Write out each record below exactly as it appears, with no pictures.

-------- RECORDS PROVIDED

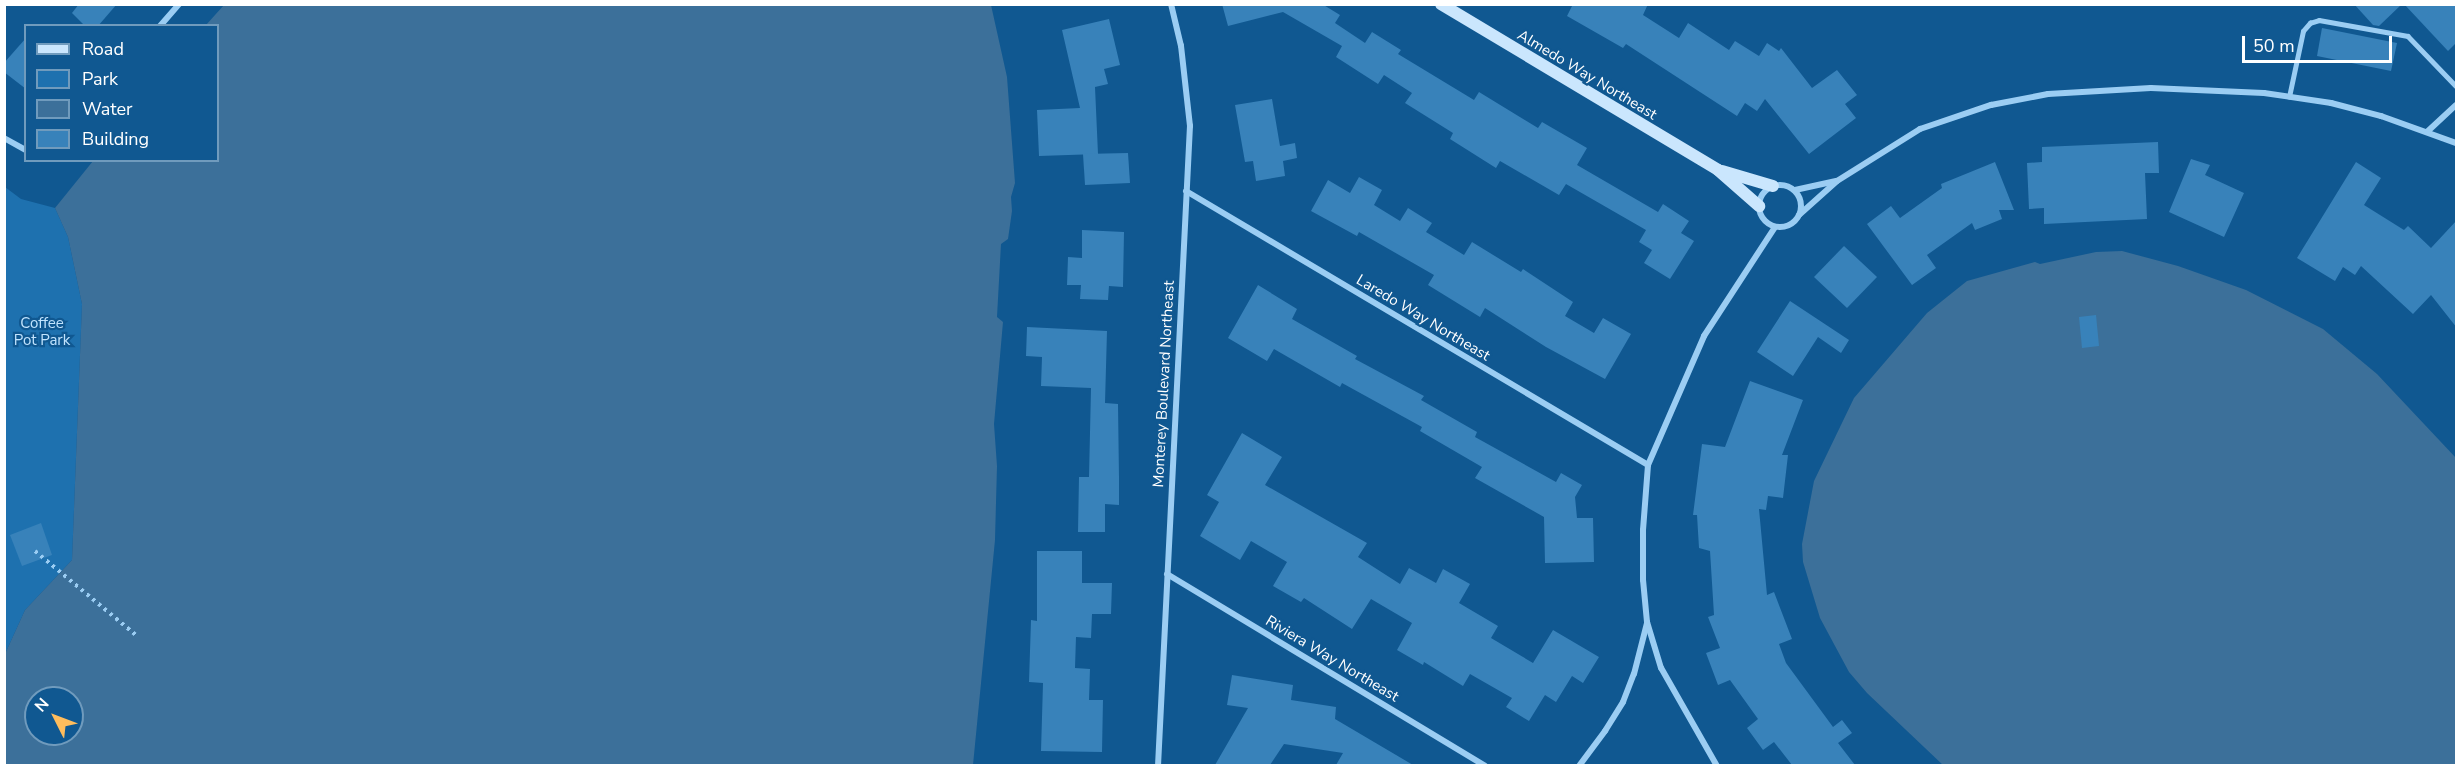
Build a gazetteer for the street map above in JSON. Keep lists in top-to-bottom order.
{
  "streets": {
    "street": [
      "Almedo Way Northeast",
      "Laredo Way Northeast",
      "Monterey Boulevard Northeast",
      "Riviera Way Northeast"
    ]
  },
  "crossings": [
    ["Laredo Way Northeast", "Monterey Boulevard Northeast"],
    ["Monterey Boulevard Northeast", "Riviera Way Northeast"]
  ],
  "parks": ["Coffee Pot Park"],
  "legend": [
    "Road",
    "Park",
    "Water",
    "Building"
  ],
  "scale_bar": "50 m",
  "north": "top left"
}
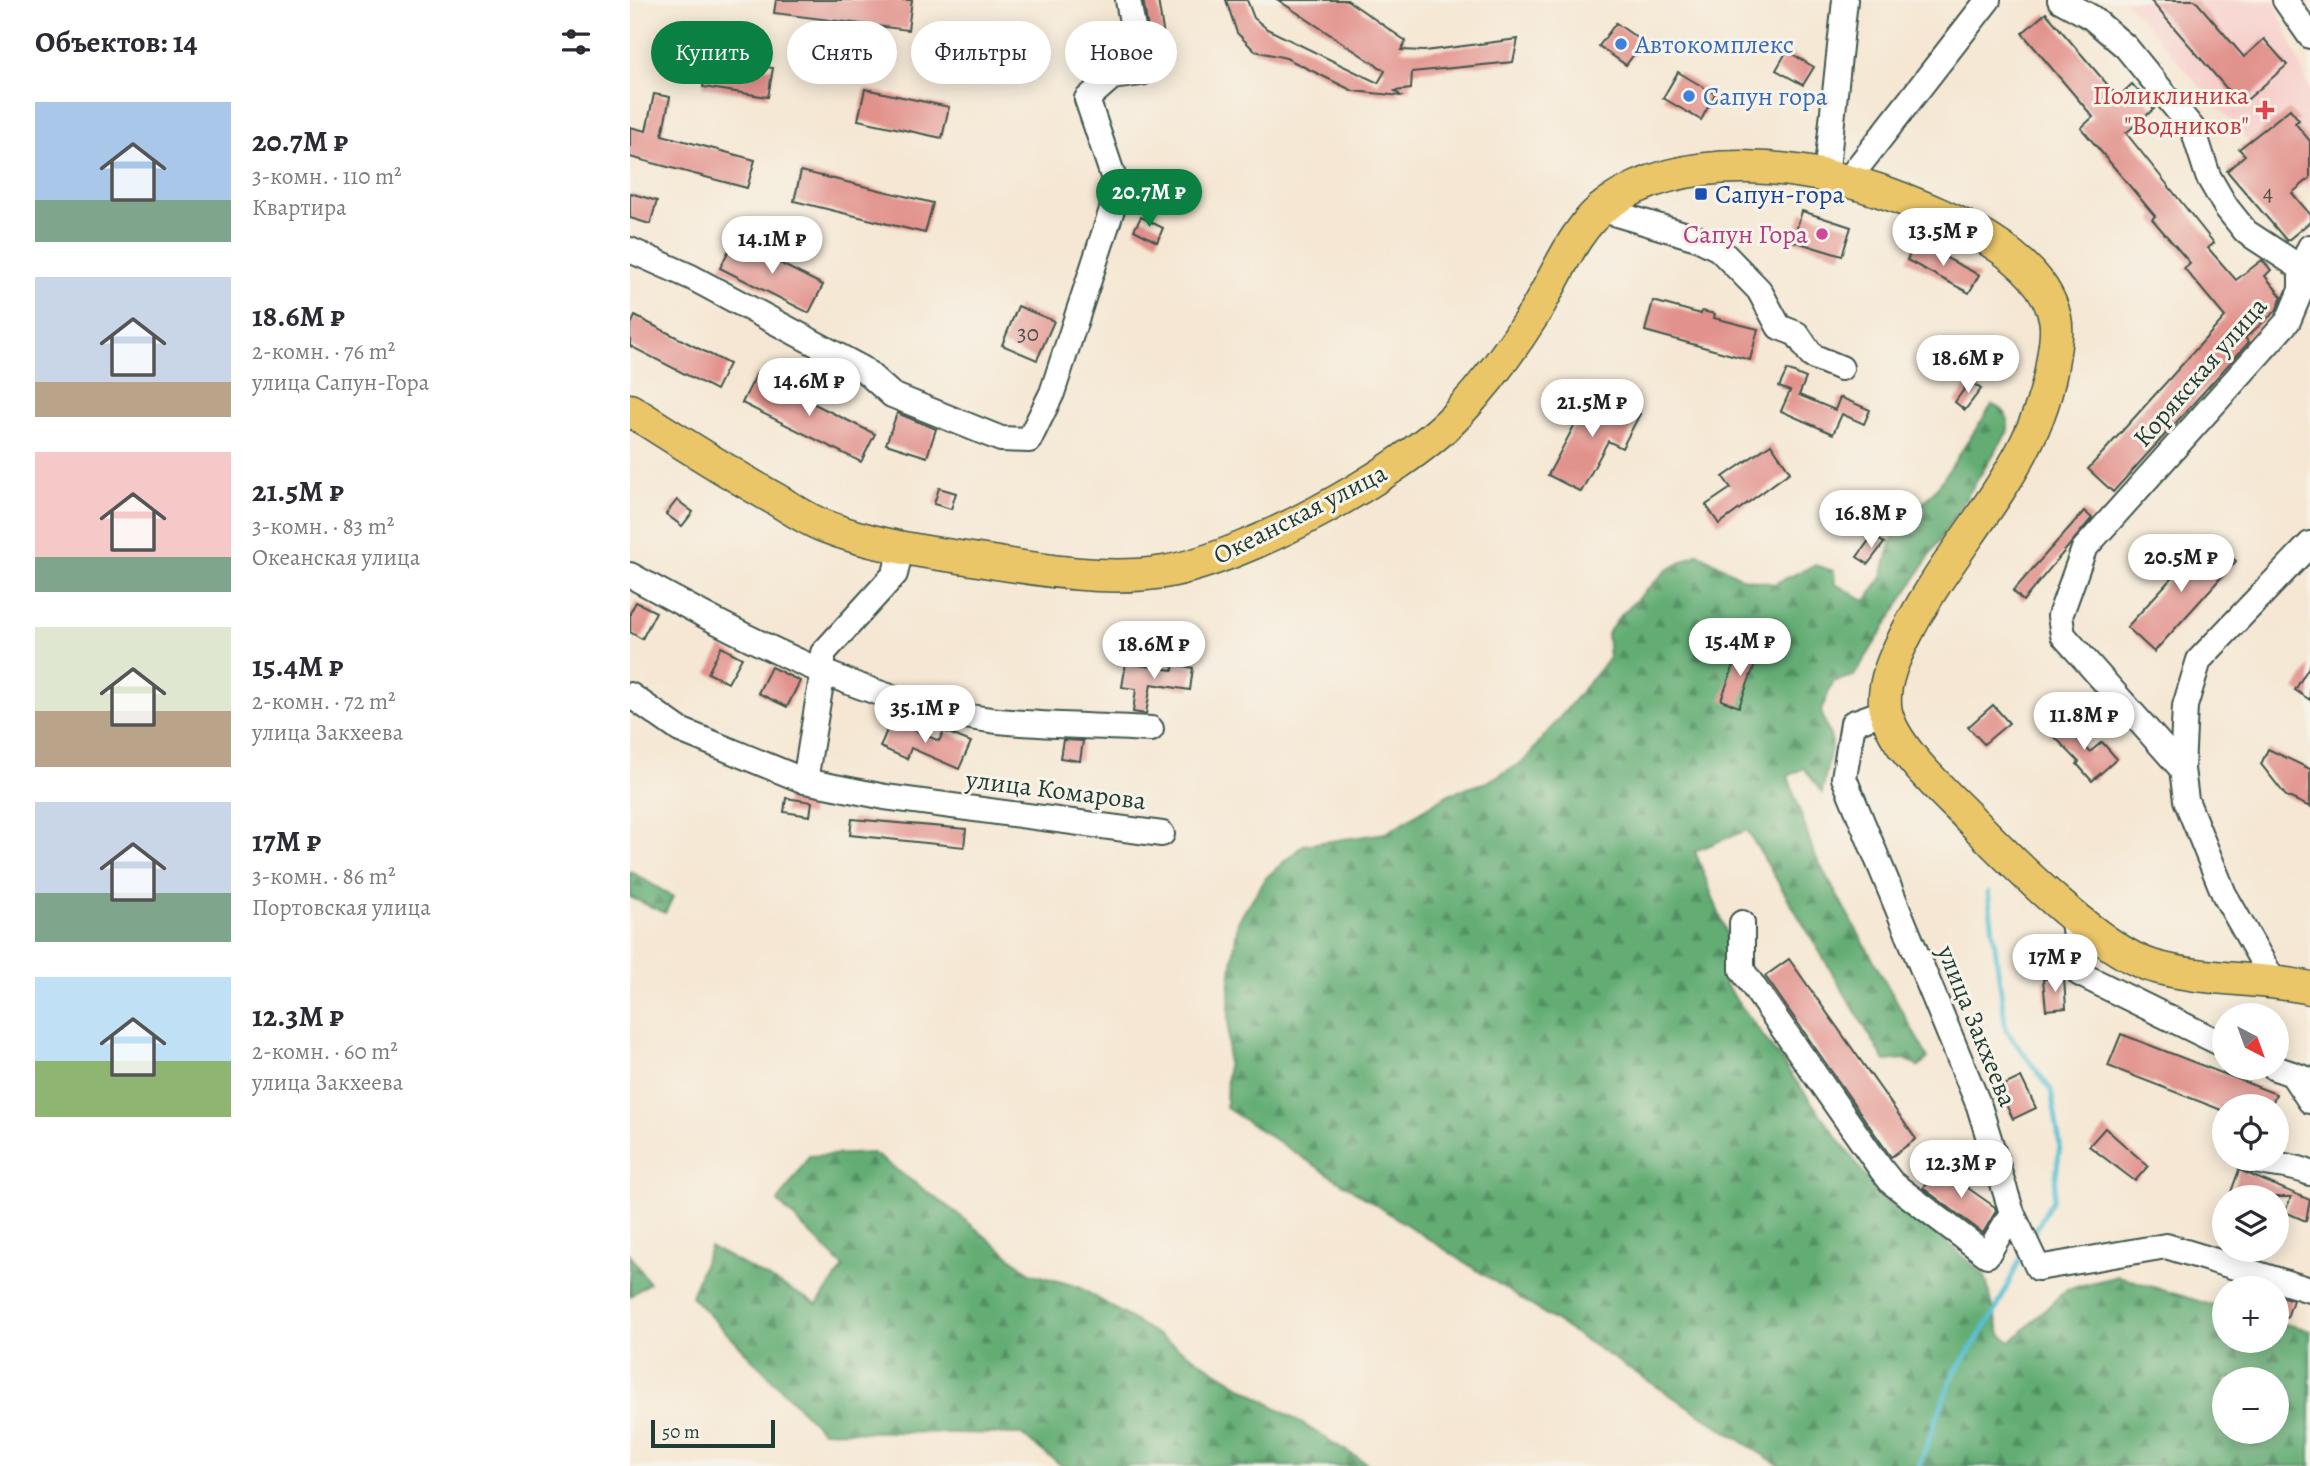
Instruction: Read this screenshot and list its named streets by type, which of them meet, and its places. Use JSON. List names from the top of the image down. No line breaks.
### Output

----------------

## WRITTEN SOLUTION
Build a gazetteer for the street map above in JSON. Keep lists in top-to-bottom order.
{
  "streets": {
    "street": [
      "Almedo Way Northeast",
      "Laredo Way Northeast",
      "Monterey Boulevard Northeast",
      "Riviera Way Northeast"
    ]
  },
  "crossings": [
    ["Laredo Way Northeast", "Monterey Boulevard Northeast"],
    ["Monterey Boulevard Northeast", "Riviera Way Northeast"]
  ],
  "parks": ["Coffee Pot Park"],
  "legend": [
    "Road",
    "Park",
    "Water",
    "Building"
  ],
  "scale_bar": "50 m",
  "north": "top left"
}
Instruction: Read this screenshot and list its named streets by type, which of them meet, and its places. Use JSON. List names from the top of the image down. No line breaks.
### Output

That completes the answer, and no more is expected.